During and after World War I, a wave of “100 percent Americanism” swept the United States. Immigrants, especially Germans, were looked at with suspicion,and businesses and civic groups promoted the teaching of English and American values. Sauerkraut was renamed “liberty cabbage,” and in Nebraska, angry citizens burned books written in German. In the context of that patriotic fervor, the state of Nebraska passed the Foreign Language Statute. The 1919 law prohibited an instructor from using a modern foreign language or teaching a foreign language to students in grades one through eight. Any teacher violating the law was subject to a fine or jail term of not more than 30 days.
Robert Meyer was a teacher in Hamilton County, at the Lutheran Zion Parochial School. In his class, Meyer used a collection of Bible stories written in German to teach reading to ten-year olds. The state found out and charged him on 25 May 1920, for violating the language law. Meyer was convictedin the district court of Hamilton. He then appealed to the Nebraska Supreme Court, claiming his right to teach had been denied, a right guaranteed under the Due Process Clause of the Fourteenth Amendment.
The Nebraska court ruled that Meyer violated the statute. They ruled that the law was a valid exercise of the state’s police power, and it did not infringe on Meyer’s Fourteenth Amendment rights. In its decision, the court reflected the anti-immigrant feelings of the time:

The salutary purpose of the statute is clear. The legislature has seen the baneful effects of permitting foreigners who had taken residence in this country, to rear and educate their children in the language of their native land. The result of that condition was found to be inimical to our own safety. To allow the children of foreigners who had emigrated here, to be taught from early childhood in the language of the country of their parents, was to rear them with that language as their mother tongue . . . The obvious purpose of this statute was that the English language should be and become the mother tongue of all children reared in this state.
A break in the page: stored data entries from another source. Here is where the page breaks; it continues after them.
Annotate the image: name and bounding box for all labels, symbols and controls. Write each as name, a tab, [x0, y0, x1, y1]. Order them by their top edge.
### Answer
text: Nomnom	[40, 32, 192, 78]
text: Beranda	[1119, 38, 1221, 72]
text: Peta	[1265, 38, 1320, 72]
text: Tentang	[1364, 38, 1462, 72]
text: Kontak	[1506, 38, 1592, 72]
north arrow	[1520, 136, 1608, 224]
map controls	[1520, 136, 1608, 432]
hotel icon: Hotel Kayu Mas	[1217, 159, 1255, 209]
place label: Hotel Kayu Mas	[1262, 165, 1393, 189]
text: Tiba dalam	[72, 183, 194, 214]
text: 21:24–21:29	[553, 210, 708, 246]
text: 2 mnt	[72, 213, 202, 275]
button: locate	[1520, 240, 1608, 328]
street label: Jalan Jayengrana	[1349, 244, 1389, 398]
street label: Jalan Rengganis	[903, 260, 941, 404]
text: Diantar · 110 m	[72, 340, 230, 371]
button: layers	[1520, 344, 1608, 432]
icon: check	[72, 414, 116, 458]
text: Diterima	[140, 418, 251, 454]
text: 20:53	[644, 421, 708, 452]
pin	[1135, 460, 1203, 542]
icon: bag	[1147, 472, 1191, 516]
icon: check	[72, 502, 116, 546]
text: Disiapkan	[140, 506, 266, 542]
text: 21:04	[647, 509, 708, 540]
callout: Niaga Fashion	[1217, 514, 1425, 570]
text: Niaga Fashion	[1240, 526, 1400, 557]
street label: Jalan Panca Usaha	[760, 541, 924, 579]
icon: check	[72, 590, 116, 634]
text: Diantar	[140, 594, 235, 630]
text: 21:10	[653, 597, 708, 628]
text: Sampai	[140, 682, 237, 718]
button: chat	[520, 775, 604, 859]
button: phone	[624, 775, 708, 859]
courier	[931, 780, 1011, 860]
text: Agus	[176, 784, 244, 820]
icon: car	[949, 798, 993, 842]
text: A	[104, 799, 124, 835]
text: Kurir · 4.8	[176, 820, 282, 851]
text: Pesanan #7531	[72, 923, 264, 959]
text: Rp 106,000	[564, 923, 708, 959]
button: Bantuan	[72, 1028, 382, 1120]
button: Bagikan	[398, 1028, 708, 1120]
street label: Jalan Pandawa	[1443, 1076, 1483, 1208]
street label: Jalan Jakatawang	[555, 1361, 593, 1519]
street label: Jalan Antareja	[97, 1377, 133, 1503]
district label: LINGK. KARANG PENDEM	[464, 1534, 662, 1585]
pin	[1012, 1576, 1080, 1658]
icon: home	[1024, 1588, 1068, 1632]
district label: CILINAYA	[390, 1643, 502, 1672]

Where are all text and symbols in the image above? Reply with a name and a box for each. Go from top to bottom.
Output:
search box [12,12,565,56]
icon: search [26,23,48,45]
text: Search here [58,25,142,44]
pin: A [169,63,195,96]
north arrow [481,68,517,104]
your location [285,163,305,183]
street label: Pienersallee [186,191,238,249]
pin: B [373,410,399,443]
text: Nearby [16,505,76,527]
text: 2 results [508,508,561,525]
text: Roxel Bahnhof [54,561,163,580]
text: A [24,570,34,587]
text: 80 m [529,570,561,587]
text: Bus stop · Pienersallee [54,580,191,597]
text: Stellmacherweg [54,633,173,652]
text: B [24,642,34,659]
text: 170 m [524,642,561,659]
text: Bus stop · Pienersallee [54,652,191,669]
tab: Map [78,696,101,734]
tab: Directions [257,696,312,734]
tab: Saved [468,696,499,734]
From Language to Personal Liberty
The Supreme Court heard Meyer’s case on 23 February, 1923. In a 7-2 decision,the Court overturned the Nebraska court’s affirmation of the verdict. For the Court, Justice McReynolds noted that Meyer taught German as part of his occupation. Under the Fourteenth Amendment, Meyer had a right to work as a teacher, and the parents of his students had the right to have their children taught using German. The justice also pointed out that the state’s exercise of its police power was subject to judicial review.
In this case, the Court believed the state of Nebraska had infringed on personal liberty, even if the intent of the language law had a desirable end: ensuring all children learned English. The Constitution, McReynolds added, protected everyone, even people who speak a foreign language, and the laudable goal of promoting English “cannot be promoted by prohibited means.”
The decision had the immediate effect of restricting a state’s ability to control completely the curriculum taught in a private school. But Meyer’s broader significance came from the reasoning McReynolds used to support the Court’s verdict. McReynolds wrote that the Court had not specifically spelled out the liberty guaranteed under the Fourteenth Amendment, and he started to do so:

Without doubt, it [liberty] denotes not merely freedom from bodily restraint, but also the right of the individual to contract, to engage in any of the common occupations of life, to acquire useful knowledge, to marry, to establish a home and bring up children, to worship God according to the dictates of his own conscience, and, generally, to enjoy those privileges long recognized at common law as essential to the orderly pursuit of happiness by free men . . . The established doctrine is that this liberty may not be interfered with, under the guise of protecting the public, by legislative action which is arbitrary or without reasonable relationship to some purpose within the competency of the state to effect.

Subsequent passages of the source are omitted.